德国和奥地利一个联合研究小组发现,在甲状腺激素的调控下,成年老鼠的视网膜锥细胞中能产生不同的视觉色素。他们认为,这一机制可能存在于人类等所有哺乳动物中,因此成人甲状腺激素缺乏也会影响他们的色彩识别能力。
视网膜锥体细胞荧光显微照片
成年健康大鼠(顶部)和甲状腺激素不足的大鼠(底部)
在视网膜中,视锥细胞负责识别颜色。大部分哺乳动物有两种光谱的视锥细胞类型,都包含了两种视觉色素(视蛋白),一种对短波光(紫外/蓝视蛋白)敏感,另一种对中长波光(绿视蛋白)敏感。视锥细胞会表达一种甲状腺激素受体,通过激素来抑制紫外/蓝视蛋白的合成,而激活绿视蛋白的合成。此前的研究认为,甲状腺激素控制视蛋白合成只是发育中的自然现象,随着机体发育,成熟视锥细胞中会建立起一套确定的“视蛋白程序”,不需要进一步调控。

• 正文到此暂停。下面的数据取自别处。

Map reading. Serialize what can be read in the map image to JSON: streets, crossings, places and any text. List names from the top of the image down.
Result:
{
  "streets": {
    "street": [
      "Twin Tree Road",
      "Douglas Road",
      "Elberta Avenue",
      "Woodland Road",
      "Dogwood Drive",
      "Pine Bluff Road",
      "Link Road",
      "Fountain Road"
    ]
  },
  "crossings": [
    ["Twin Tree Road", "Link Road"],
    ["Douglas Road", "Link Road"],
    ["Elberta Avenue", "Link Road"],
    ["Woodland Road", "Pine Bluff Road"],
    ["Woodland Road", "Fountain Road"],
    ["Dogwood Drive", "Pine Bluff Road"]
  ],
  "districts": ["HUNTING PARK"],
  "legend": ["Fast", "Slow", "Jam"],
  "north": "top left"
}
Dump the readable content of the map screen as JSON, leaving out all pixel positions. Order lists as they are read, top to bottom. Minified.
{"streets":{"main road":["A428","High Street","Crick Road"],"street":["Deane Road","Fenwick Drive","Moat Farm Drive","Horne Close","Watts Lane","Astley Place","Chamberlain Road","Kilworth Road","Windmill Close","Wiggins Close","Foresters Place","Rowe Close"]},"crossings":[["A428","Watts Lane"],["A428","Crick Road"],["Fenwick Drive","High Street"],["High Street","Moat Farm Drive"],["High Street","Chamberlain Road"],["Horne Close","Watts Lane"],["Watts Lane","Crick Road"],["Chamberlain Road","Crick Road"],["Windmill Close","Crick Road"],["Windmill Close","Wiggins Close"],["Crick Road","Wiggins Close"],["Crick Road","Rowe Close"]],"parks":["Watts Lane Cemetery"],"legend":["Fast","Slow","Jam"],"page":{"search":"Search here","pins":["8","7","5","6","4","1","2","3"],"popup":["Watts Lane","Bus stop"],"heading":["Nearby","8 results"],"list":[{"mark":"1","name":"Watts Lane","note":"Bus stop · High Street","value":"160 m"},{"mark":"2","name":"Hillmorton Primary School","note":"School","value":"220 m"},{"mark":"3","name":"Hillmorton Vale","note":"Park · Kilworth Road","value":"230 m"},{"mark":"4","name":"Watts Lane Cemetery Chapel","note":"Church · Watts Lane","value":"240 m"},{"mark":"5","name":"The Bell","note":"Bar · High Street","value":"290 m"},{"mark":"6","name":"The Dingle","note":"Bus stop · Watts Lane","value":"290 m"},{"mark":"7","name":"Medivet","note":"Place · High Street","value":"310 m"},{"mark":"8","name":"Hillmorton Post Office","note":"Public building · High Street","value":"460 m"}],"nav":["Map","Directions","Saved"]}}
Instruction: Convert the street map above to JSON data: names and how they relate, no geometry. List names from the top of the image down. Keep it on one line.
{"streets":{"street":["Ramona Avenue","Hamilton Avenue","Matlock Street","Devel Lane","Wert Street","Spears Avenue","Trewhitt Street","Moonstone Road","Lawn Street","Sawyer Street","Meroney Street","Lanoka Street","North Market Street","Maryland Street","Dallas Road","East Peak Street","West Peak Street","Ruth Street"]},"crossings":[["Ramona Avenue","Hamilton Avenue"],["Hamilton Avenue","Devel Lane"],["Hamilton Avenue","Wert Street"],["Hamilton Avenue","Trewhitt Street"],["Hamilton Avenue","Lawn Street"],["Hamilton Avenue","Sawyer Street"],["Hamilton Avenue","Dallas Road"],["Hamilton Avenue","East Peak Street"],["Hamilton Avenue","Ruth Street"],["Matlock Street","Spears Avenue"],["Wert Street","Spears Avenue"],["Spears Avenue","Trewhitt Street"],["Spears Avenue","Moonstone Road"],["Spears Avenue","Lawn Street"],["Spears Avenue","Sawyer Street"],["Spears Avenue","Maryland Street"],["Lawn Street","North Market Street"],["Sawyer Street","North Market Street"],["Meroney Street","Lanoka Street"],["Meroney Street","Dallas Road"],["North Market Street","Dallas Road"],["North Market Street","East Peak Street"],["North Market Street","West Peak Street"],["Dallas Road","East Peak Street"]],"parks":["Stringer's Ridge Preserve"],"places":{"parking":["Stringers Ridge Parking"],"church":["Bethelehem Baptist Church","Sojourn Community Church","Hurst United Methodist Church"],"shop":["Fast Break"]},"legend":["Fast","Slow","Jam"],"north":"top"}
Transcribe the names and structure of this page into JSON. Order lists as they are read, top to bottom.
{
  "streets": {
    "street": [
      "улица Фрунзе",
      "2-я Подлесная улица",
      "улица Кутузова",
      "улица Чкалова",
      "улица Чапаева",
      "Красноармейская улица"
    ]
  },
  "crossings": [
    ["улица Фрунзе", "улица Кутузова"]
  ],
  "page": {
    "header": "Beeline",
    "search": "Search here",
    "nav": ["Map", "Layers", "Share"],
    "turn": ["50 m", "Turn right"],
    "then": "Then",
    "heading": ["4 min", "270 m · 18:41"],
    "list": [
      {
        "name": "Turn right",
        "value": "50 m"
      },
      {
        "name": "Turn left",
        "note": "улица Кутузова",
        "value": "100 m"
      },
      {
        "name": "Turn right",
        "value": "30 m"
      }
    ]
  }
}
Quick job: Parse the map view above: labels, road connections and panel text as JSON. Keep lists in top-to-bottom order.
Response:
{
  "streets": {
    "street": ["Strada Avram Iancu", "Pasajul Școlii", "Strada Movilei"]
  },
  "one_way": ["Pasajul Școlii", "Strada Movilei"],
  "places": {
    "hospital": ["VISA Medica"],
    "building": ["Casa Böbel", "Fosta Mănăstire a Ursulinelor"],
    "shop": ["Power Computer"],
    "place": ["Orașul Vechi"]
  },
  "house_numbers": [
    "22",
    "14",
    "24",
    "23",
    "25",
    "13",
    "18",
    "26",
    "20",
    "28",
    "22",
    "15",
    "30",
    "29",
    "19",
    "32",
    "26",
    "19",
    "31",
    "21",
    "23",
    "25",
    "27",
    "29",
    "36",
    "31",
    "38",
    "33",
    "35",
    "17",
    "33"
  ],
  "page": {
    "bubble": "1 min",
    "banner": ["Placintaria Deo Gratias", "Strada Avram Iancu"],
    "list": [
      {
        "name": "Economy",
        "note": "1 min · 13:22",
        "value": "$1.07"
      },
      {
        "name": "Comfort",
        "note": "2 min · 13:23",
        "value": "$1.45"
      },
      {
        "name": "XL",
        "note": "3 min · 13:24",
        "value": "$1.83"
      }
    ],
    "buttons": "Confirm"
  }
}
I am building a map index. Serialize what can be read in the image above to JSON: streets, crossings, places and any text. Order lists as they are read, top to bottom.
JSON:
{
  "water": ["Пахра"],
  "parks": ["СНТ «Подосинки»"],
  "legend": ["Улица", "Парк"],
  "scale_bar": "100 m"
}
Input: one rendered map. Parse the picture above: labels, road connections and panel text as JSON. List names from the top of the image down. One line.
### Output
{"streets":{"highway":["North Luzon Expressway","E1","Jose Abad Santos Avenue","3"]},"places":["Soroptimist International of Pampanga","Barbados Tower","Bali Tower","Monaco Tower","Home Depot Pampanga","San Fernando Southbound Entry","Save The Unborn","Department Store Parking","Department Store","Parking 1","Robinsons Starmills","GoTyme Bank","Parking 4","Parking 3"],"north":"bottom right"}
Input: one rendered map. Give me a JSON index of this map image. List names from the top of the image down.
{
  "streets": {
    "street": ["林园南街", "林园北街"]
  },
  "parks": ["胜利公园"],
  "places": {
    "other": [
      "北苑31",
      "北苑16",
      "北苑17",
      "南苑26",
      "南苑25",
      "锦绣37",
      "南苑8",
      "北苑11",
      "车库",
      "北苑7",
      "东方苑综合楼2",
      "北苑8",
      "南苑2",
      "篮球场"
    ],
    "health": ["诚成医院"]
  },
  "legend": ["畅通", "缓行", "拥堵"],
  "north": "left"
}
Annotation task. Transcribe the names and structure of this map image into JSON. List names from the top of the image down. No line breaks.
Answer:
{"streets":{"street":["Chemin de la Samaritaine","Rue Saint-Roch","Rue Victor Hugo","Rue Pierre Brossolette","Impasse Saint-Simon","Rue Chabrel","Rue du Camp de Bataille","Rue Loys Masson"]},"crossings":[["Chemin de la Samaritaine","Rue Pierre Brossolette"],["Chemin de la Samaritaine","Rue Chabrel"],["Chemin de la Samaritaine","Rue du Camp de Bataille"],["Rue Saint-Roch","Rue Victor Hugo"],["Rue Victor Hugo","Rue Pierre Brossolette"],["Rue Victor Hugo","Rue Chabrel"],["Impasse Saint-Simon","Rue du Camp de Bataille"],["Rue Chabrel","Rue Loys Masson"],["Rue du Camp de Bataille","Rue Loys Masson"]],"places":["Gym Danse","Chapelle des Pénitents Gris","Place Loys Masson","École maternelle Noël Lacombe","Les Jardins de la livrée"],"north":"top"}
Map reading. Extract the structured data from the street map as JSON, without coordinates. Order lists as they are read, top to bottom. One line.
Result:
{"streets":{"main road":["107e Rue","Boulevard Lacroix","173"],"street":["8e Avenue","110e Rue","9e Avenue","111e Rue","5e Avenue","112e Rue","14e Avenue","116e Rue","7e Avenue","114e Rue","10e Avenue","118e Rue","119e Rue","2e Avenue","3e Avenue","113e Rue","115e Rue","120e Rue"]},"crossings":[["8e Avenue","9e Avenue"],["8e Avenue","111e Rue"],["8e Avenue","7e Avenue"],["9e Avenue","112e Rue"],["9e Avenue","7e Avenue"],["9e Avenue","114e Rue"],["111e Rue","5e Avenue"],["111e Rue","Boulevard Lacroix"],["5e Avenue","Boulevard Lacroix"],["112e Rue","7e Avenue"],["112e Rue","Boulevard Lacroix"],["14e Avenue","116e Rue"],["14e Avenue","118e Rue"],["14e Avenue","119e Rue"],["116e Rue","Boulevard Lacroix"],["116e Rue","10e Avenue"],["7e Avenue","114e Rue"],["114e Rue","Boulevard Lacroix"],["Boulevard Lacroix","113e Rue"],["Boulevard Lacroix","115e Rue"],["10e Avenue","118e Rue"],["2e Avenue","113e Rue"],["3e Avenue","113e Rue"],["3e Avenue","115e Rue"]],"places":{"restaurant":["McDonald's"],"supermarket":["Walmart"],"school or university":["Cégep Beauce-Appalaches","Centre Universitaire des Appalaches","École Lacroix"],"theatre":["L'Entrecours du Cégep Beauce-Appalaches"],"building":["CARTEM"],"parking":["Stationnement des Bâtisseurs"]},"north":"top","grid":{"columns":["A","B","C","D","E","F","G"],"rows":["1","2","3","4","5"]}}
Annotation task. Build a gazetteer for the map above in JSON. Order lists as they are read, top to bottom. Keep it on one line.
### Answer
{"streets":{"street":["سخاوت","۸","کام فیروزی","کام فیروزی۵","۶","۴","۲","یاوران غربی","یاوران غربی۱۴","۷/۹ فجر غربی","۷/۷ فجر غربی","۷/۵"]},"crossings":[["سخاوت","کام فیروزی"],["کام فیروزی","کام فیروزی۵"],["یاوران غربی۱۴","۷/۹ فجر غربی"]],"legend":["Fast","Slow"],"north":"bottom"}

但最近,德国马普研究院法兰克福脑研究所与法兰克福大学以及奥地利维也纳的几家大学联合,研究了在小鼠出生后早期发育期间甲状腺激素水平对视锥细胞的影响。结果发现,激素的影响会持续很长时间,在小鼠出生几周以后,激素影响仍然存在。
据研究小组分析,成熟小鼠甲状腺功能衰退几周后,它的视锥细胞就会受到影响,所有视锥细胞转化为合成紫外/蓝视蛋白,绿视蛋白合成减少。经治疗激素水平恢复正常以后,视锥细胞也会还原成以前的样子,继续按“规定”工作:一种合成绿视蛋白,另一种合成紫外/蓝视蛋白。两种视锥细胞在整个生命期间都受甲状腺激素的调控并且过程可逆。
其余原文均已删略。